Some people don’t even acknowledge the existence of a dive team, according to senior diver Nick Tristch.

“Everyone assumes that if you go to the pool after school that you’re on the swim team. I’ve had people all four year of diving ask me ‘Oh, we have a dive team?,’” Tristch said.

Both activities involve different techniques. When swimming the athletes horizontally move across the water. It tests both endurance and skill. When diving, their bodies tumble through the air and land in the water.

Swimmers practice for an hour three times a week in the morning and then two hours every day after school. Divers, on the other hand, practice Mondays, Wednesdays and Thursdays at West and Tuesdays and Thursdays at Airborne Academy in Ralston.

“We have about double the practice,” senior swimmer Cassie Treu said.

Buresh sarcastically joked about the alleged rivalry.

“They always get out of practice more than we do and they always get out of school earlier than we do so, deep down inside we hate them a little bit,” Buresh said.

Their duals (competing with only one other team) are on the same day. The divers go first, and then immediately after the swimmers start their meet. Invitationals, however, are on separate days.
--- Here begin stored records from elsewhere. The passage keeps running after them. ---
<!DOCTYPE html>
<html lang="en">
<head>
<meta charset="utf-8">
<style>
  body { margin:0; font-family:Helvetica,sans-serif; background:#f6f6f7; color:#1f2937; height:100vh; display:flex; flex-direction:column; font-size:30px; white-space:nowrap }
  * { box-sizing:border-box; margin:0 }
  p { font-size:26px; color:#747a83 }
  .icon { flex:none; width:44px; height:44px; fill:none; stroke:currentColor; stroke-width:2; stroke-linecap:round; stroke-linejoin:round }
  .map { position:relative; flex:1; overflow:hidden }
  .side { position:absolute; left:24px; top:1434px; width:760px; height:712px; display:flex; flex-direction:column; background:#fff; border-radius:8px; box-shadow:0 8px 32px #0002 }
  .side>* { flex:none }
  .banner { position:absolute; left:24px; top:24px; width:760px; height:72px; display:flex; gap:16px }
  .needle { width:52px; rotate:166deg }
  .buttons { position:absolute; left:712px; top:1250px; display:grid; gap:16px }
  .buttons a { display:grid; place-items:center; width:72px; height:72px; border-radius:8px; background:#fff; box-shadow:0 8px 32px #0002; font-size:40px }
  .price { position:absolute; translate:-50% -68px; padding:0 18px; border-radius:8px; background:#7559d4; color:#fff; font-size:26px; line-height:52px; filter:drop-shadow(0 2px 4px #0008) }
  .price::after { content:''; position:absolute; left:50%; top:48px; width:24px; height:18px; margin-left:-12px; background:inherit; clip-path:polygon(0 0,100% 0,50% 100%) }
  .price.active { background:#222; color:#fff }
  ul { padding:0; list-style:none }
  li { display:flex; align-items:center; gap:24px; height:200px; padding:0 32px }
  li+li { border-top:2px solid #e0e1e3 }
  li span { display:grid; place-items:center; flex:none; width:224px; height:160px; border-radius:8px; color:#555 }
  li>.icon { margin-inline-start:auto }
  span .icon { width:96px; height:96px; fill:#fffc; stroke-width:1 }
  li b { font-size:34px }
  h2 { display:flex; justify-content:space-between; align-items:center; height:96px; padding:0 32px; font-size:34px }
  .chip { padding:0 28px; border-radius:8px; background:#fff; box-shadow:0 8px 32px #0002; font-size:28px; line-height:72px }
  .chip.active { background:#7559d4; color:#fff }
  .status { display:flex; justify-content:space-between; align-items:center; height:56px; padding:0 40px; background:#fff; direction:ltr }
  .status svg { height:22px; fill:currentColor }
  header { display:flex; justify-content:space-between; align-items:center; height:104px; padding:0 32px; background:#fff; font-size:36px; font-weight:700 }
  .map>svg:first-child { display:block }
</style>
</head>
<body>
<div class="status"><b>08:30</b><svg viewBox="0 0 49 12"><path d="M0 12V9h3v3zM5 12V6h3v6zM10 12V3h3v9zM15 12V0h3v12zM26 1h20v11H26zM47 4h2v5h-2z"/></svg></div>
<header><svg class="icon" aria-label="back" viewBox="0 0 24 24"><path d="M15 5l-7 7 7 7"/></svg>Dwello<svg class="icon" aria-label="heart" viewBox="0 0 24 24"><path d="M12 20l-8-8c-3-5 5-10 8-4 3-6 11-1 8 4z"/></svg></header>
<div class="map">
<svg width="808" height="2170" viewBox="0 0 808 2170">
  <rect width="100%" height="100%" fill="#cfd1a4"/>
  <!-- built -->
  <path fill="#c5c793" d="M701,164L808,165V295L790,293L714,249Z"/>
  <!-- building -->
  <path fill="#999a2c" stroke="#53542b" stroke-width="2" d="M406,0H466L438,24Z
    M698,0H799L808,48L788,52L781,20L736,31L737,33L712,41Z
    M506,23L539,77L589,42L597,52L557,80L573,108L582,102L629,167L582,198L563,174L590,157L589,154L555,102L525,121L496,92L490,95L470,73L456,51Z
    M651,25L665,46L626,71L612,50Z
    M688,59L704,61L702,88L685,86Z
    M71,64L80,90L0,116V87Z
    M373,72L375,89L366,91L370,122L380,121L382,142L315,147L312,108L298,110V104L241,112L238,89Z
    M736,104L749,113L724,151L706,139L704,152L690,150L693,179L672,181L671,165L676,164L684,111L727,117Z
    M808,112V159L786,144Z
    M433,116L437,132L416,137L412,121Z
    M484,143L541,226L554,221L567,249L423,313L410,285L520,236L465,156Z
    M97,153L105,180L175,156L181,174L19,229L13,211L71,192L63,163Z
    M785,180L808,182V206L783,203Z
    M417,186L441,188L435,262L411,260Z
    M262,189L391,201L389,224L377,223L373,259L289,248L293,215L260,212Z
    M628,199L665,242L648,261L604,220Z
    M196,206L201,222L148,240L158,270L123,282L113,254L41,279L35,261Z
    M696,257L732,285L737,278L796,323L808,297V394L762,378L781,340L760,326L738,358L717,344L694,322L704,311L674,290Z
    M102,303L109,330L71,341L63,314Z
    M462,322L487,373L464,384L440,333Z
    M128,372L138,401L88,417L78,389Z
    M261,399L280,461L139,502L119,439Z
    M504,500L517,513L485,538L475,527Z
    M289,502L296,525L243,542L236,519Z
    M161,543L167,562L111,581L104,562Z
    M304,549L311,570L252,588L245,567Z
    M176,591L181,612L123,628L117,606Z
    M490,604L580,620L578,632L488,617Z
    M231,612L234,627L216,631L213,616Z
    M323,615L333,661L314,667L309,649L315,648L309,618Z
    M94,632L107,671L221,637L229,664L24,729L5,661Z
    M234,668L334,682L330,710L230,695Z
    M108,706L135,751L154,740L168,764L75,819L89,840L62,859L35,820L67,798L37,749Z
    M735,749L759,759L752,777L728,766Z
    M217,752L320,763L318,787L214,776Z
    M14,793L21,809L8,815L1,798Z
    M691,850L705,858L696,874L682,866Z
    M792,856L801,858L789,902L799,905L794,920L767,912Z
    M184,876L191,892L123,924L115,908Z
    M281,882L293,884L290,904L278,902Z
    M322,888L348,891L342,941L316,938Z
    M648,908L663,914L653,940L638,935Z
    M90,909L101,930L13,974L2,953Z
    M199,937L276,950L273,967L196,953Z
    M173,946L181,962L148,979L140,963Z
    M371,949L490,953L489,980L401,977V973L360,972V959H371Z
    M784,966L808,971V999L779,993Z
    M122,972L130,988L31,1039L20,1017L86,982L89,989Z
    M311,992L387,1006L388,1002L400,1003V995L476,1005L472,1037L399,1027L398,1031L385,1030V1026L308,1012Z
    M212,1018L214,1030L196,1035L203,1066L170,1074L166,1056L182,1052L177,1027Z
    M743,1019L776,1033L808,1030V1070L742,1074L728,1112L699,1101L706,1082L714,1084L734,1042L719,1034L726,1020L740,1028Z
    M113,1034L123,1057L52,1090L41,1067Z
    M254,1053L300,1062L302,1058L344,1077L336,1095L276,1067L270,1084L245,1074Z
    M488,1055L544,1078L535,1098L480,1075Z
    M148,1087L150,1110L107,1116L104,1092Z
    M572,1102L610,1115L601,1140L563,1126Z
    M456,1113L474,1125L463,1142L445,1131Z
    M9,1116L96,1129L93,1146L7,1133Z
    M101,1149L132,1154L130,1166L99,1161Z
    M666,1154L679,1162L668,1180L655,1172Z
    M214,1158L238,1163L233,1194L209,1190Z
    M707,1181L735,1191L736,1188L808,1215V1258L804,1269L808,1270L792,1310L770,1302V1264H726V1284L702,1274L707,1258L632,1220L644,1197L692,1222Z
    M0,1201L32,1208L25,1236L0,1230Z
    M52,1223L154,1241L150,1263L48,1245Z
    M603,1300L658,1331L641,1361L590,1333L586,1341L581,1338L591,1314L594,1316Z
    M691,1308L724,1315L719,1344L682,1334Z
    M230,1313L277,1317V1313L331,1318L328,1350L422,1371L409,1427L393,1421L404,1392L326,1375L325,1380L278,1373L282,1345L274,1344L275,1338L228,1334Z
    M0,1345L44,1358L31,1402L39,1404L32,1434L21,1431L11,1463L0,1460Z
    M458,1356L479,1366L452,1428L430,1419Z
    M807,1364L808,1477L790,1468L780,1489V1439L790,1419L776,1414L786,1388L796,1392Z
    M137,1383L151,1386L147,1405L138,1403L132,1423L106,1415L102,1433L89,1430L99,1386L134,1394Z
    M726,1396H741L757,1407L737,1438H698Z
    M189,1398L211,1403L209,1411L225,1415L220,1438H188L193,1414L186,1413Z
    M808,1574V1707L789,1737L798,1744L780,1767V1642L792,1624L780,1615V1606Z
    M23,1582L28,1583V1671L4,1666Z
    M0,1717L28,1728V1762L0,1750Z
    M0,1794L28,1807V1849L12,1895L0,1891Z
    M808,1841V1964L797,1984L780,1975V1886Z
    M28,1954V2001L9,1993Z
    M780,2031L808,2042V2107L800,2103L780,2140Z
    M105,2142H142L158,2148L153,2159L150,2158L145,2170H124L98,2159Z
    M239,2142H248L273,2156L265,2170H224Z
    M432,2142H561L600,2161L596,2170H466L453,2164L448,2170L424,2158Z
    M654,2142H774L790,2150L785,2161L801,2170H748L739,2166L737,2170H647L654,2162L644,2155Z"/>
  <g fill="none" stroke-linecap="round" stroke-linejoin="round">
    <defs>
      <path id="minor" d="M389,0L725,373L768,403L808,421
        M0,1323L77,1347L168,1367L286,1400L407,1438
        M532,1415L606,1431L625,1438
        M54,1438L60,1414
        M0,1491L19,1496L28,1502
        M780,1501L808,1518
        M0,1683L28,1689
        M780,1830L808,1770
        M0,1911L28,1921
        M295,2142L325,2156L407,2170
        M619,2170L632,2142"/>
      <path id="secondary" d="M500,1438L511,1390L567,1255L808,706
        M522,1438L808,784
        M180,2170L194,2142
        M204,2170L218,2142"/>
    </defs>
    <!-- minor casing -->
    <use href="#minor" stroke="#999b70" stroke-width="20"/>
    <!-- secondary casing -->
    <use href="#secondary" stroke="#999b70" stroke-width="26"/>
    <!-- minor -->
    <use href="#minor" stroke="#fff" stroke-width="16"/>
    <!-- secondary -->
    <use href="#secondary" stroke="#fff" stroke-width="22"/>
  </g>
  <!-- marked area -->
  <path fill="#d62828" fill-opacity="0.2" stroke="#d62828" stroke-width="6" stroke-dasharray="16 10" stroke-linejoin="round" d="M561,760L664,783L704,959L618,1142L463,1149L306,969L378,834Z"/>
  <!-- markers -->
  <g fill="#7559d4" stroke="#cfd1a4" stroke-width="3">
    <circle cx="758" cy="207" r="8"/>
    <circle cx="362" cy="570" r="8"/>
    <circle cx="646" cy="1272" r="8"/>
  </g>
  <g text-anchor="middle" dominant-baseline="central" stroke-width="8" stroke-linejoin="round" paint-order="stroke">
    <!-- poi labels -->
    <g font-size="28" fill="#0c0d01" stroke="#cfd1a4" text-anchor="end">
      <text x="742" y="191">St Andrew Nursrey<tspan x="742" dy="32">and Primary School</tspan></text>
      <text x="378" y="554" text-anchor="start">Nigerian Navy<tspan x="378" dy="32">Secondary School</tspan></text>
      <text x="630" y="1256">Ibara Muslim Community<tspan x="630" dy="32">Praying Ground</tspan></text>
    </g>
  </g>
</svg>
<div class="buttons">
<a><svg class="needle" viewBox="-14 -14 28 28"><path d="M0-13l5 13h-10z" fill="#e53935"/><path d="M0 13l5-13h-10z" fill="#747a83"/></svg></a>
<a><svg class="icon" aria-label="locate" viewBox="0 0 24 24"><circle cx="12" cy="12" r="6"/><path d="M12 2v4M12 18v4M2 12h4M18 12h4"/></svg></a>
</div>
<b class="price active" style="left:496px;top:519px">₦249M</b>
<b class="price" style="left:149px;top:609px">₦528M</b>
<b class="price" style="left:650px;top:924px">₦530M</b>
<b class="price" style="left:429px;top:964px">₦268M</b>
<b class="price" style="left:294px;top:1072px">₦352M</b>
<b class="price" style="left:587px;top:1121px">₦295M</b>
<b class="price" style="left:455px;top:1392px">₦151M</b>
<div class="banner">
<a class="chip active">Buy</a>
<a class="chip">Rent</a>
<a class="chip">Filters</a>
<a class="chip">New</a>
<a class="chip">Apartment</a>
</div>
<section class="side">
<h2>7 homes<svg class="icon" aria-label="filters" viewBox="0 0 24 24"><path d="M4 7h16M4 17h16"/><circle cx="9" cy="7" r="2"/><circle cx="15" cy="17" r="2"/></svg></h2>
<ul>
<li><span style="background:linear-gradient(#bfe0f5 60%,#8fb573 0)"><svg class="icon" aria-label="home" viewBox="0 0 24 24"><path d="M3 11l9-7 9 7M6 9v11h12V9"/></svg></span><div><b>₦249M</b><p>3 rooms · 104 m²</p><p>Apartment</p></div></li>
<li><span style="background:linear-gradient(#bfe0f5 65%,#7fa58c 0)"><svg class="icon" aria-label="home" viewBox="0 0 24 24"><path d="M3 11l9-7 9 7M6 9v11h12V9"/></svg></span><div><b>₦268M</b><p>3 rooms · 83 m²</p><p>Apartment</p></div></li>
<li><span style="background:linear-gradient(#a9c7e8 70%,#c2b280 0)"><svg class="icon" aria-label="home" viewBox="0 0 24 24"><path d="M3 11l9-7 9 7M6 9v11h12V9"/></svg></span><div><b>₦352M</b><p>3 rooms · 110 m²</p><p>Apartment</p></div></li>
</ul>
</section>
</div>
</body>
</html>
Their scoring system is also different.

“They do a system of points which depends on how well you do the dive and the splash. For swim you get a certain amount of points for your place. So for first place lets say you get 15 points and then it will go down until tenth place,” Treu said.

In the eyes of the state, however, the scores are dependent on each other.

“In the state of Nebraska, at meets and competitions their scores are combined. They’re slightly different obviously. Swimming is based on time and diving is based on a subjective score, but the competition points are combined in one score in the state,” swim coach Peg Speer said.

Both teams have gotten more athletes to join the sports. This year, the diving team increased by a few students from last year. The swim team has always had overcrowding issues with lanes.

Spear has been coaching the swimming team for 21 years, and noticed an increase of swimmers throughout the years.

“It’s crowded. We have a large team this year of close to fifty swimmers and that includes six divers. We just adjust training to make [practice] happen,” Spear said.

The dive team and swim team practice at the same time after school. The same pool, however, is used for both teams. They spread one lane apart wide enough for the dive team to splash into. As a result, one lane is made smaller creating overcrowding for the swimmers.

“Sometimes there’s already ten people in my lane, so then you have to split up another lane of swimmers into five lanes instead of six. That could be a pain,” Treu said.

According to swimmers, swimming is more difficult than diving.

“It is more difficult. You have to have good gymnastic skills and balance to dive, but swimming is 10-times more endurance and technique and you have to have speed,” Buresh said.

Others disagree.

“I think they’re both difficult in different ways. I think swimming is probably harder physically, but diving is harder getting all your muscles to coordinate in the right places and doing the right flips,” Treu said.

Swimming and diving are two very different sports with athletes competing with a very different set of skills. Just like soccer and track, they practice in the same area but aren’t the same.